The Delaware General Assembly will hold a special session later this month to vote on adding more oversight to the transition of state retirees’ health care plan to Medicare Advantage, a move that has been protested across Delaware in recent weeks.
Yet retirees are still looking to reject this plan altogether, as a lawsuit seeks to block the transition to Medicare Advantage, a type of Medicare plan offered through a private insurer.
The special session, which has bipartisan support in both chambers, will be on Oct. 26, just two days after the deadline for retirees to opt out of the Medicare Advantage plan. If retirees do, they would lose their state-funded health care, which state officials are strongly urging retirees against.
Retirees are hoping the court will make a ruling before the deadline later this month. The plan goes into effect Jan. 1, 2023.
BACKGROUNDDelaware plans to change its retiree health care plan. Seniors are mad and fighting back
The Legislature will not vote to block this contract with Highmark Blue Cross Blue Shield Delaware. Lawmakers have said they do not have the power to do that.
Instead, they will vote to create a subcommittee under the State Employee Benefits Committee that will “add further oversight to the transition process.” It will be made up of state retirees, sitting legislators and union representatives who will “monitor Highmark’s performance during the three-year life of the current contract,” according to a news release.
Senate Bill 348, which has yet to be filed, would also create an ombudsperson in the Department of Human Resources, tasked with assisting state pensioners with the transition under the new plan.
RISEDelaware, a nonprofit that formed to advocate for retirees and fight this change, called the special session a “pathetic distraction to placate retirees and pretend that the new Medicare Advantage plan resembles our current plan in any way.”
“An actual reading of the plan documents would show legislators the all too real dire problems retirees will face,” the group said in a statement.

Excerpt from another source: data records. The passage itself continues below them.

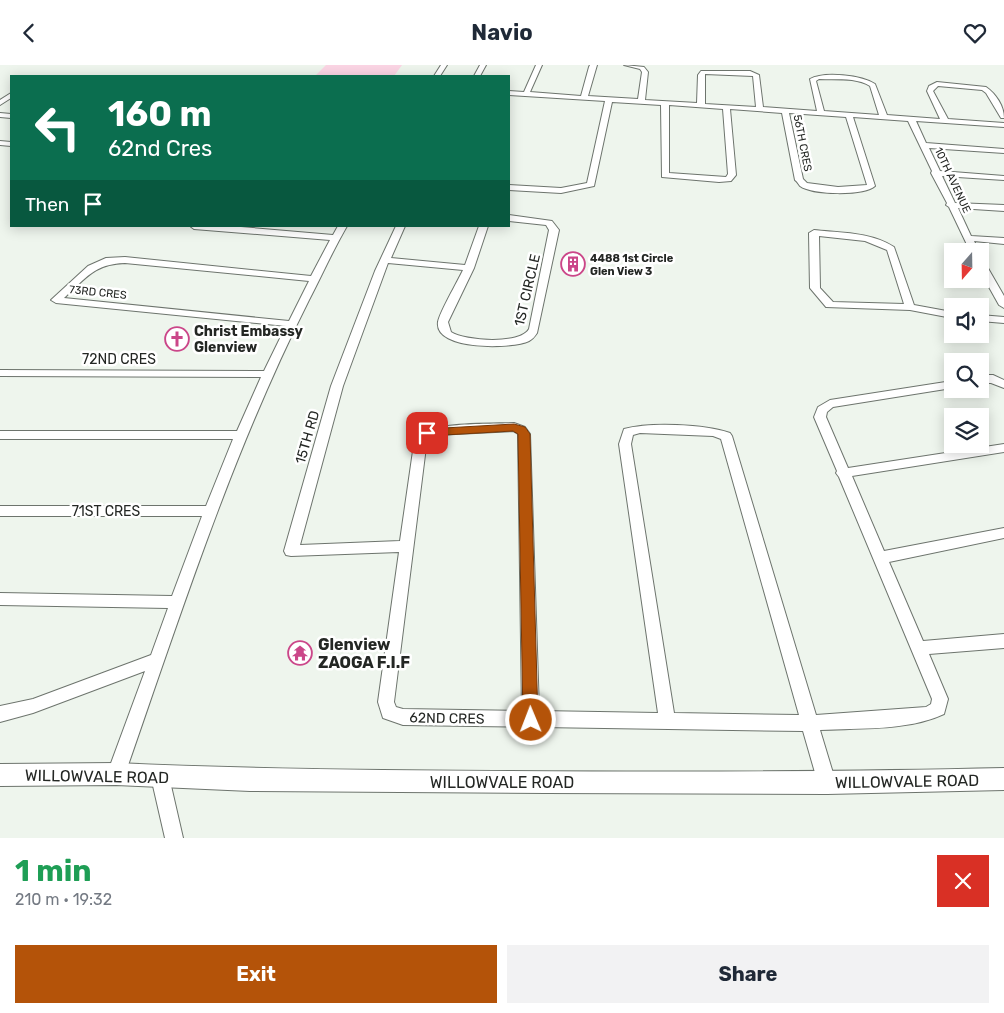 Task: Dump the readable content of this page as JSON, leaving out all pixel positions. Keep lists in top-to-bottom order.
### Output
{
  "streets": {
    "street": [
      "56TH CRES",
      "10TH AVENUE",
      "1ST CIRCLE",
      "73RD CRES",
      "72ND CRES",
      "15TH RD",
      "71ST CRES",
      "62ND CRES",
      "WILLOWVALE ROAD"
    ]
  },
  "crossings": [
    ["15TH RD", "62ND CRES"]
  ],
  "places": {
    "building": ["4488 1st Circle Glen View 3"],
    "church": ["Christ Embassy Glenview"],
    "temple": ["Glenview ZAOGA F.I.F"]
  },
  "north": "bottom",
  "page": {
    "header": "Navio",
    "turn": ["160 m", "62nd Cres"],
    "then": "Then",
    "heading": ["1 min", "210 m · 19:32"],
    "buttons": ["Exit", "Share"]
  }
} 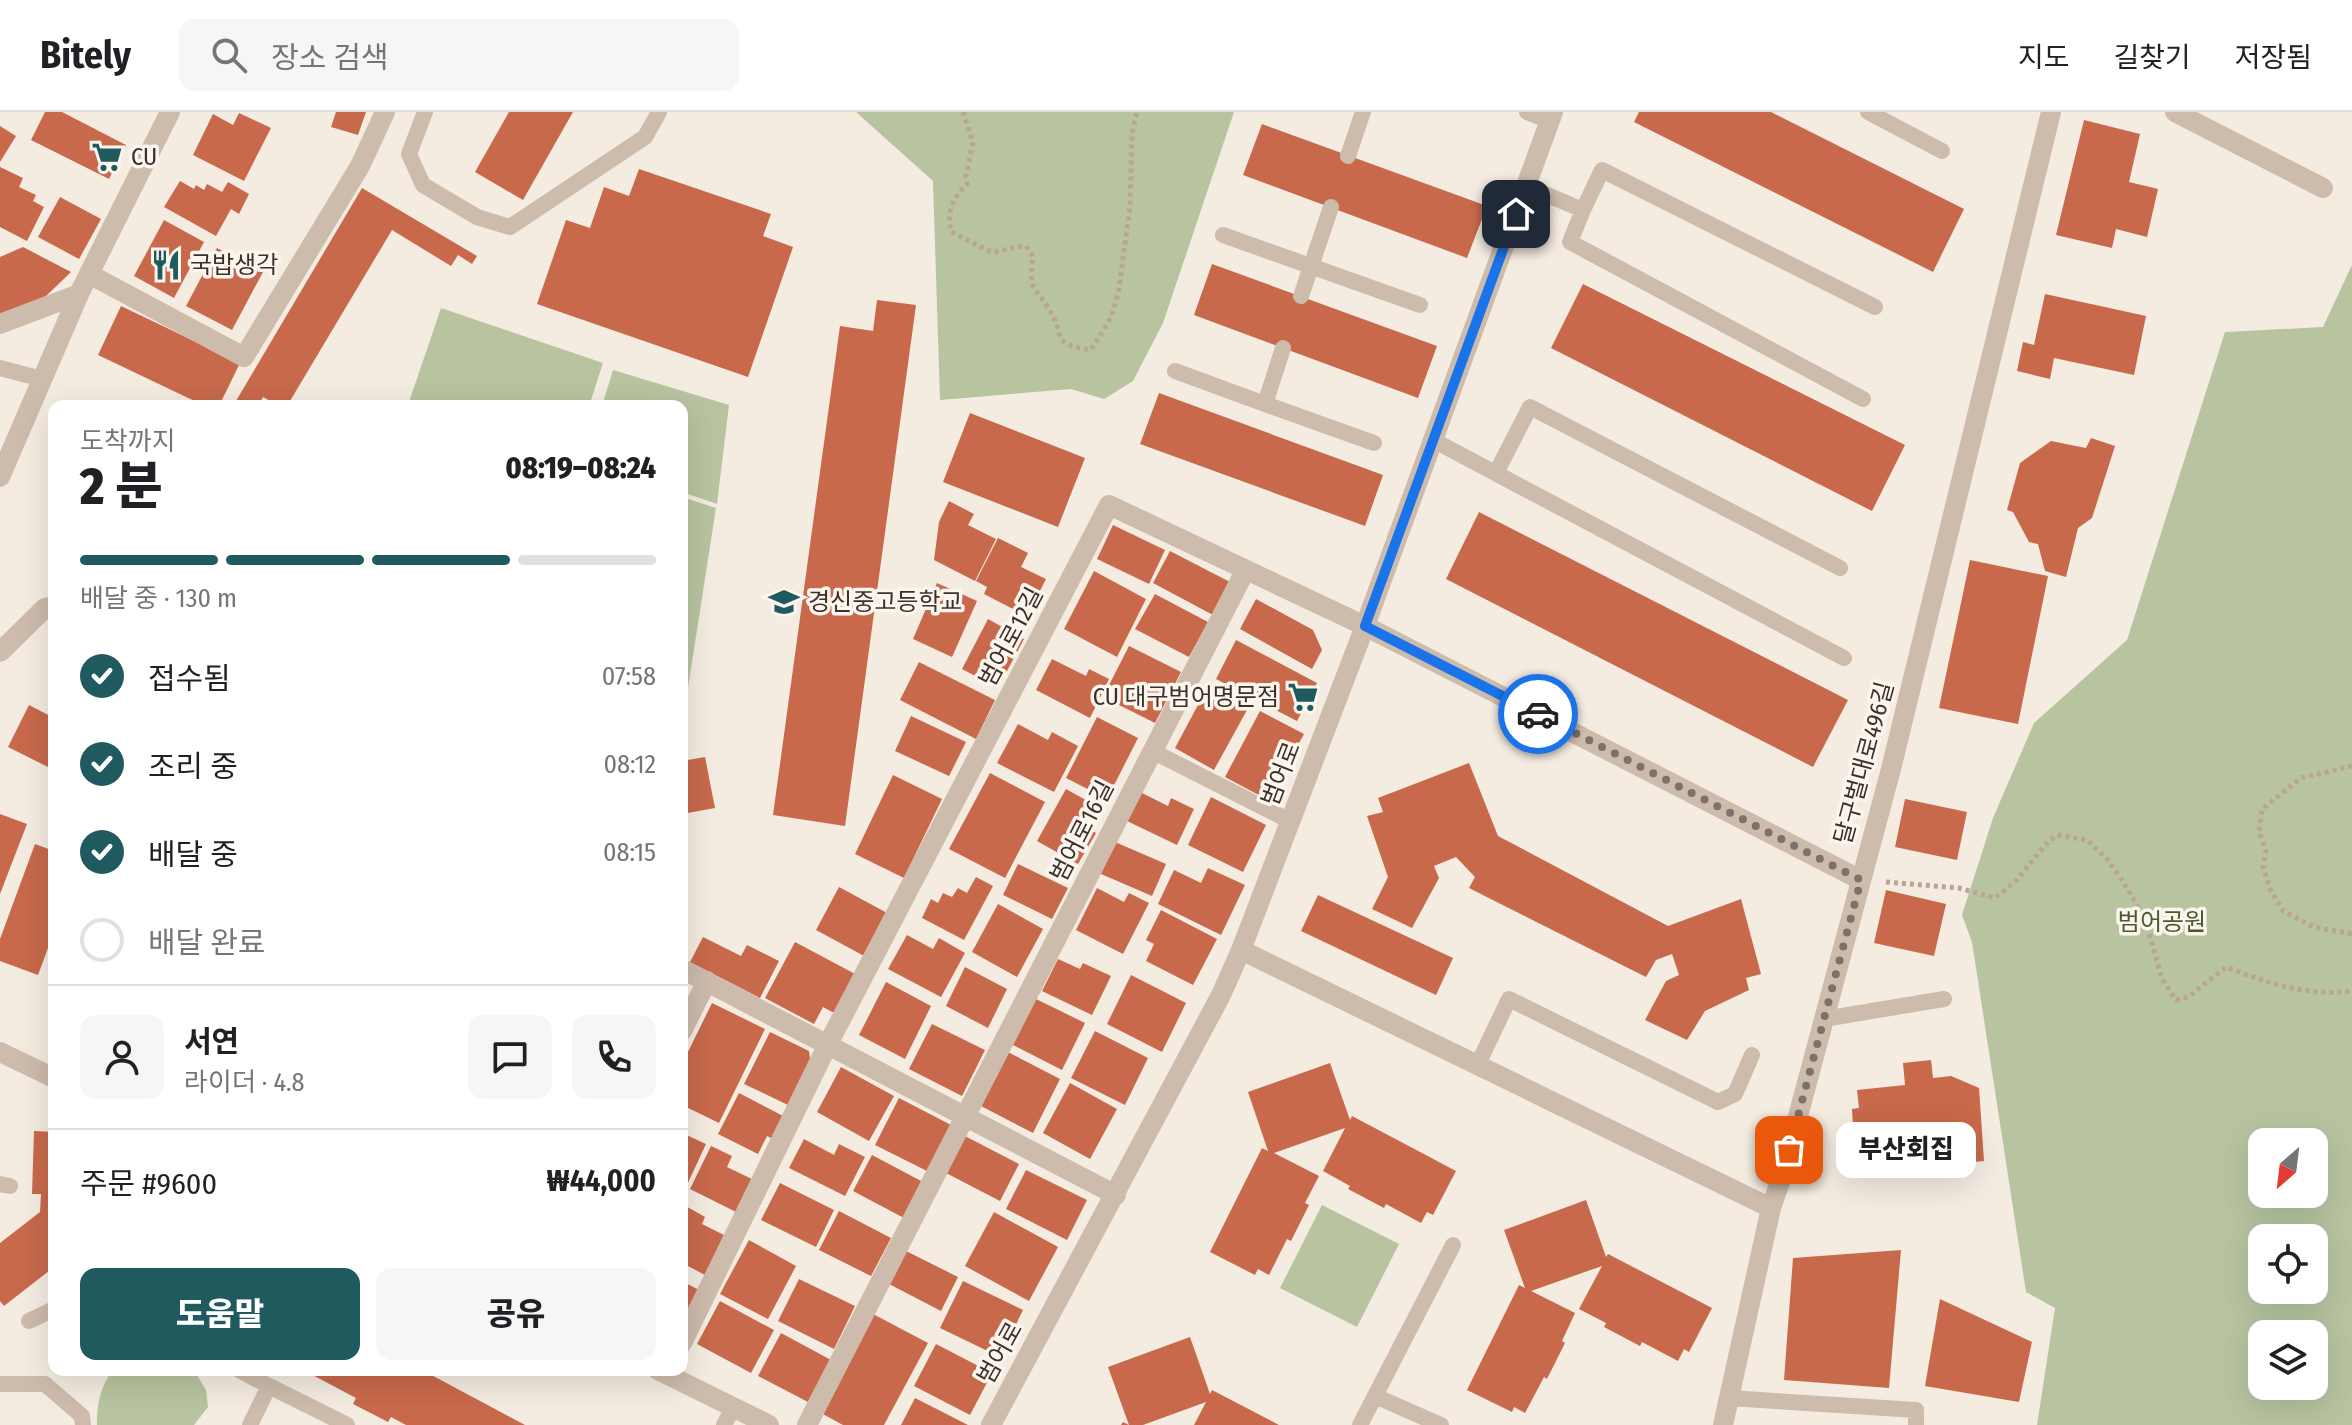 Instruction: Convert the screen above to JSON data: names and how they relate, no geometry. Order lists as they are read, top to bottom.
{
  "streets": {
    "street": [
      "범어로12길",
      "달구벌대로496길",
      "범어로",
      "범어로16길"
    ]
  },
  "crossings": [
    ["범어로12길", "달구벌대로496길"],
    ["범어로12길", "범어로"],
    ["범어로12길", "범어로16길"]
  ],
  "parks": ["범어공원"],
  "places": {
    "supermarket": ["CU", "CU 대구범어명문점"],
    "restaurant": ["국밥생각"],
    "school or university": ["경신중고등학교"],
    "other": ["부산회집"]
  },
  "north": "bottom left",
  "page": {
    "header": "Bitely",
    "search": "장소 검색",
    "nav": ["지도", "길찾기", "저장됨"],
    "heading": ["2 분", "도착까지", "08:19–08:24"],
    "panel": [
      "서연",
      "라이더 · 4.8",
      "주문 #9600",
      "₩44,000"
    ],
    "bar": "배달 중 · 130 m",
    "list": [
      ["접수됨", "07:58"],
      ["조리 중", "08:12"],
      ["배달 중", "08:15"],
      "배달 완료"
    ],
    "bubble": "부산회집",
    "buttons": ["도움말", "공유"]
  }
}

Delaware officials, earlier this year, decided to move to a Medicare Advantage plan as a way to decrease the state’s ballooning unfunded liability. Estimates show it could grow to $33 billion by 2050.
These types of private plans have received intense public scrutiny. The U.S. Department of Health and Human Services Office of the Inspector General published a report this spring that found that there have been “widespread and persistent problems related to inappropriate denials of services and payment.”
A New York Times investigation published this week found that health insurers exploited this program in order to increase their profits by billions of dollars. They do this, the New York Times reported, by creating systems to make their patients appear sicker – yet not providing additional treatment.
In Delaware, many retirees worry they are being forced to sign up for health insurance that could deny or delay care. Many say they worked for the state for decades in order to obtain the state’s robust retirement package. Now, they feel betrayed.
The decision to move to Medicare Advantage caught retirees and several lawmakers off guard this summer. Lawmakers previously voted on this decision to move to Medicare Advantage in June as part of the state’s budget. But Rep. John Kowalko, one of the most vocal critics against this plan, said lawmakers were misled.
Kowalko is retiring in January and will be dependent on the state’s retirement benefits. He said in an interview Monday that he will not support his legislation.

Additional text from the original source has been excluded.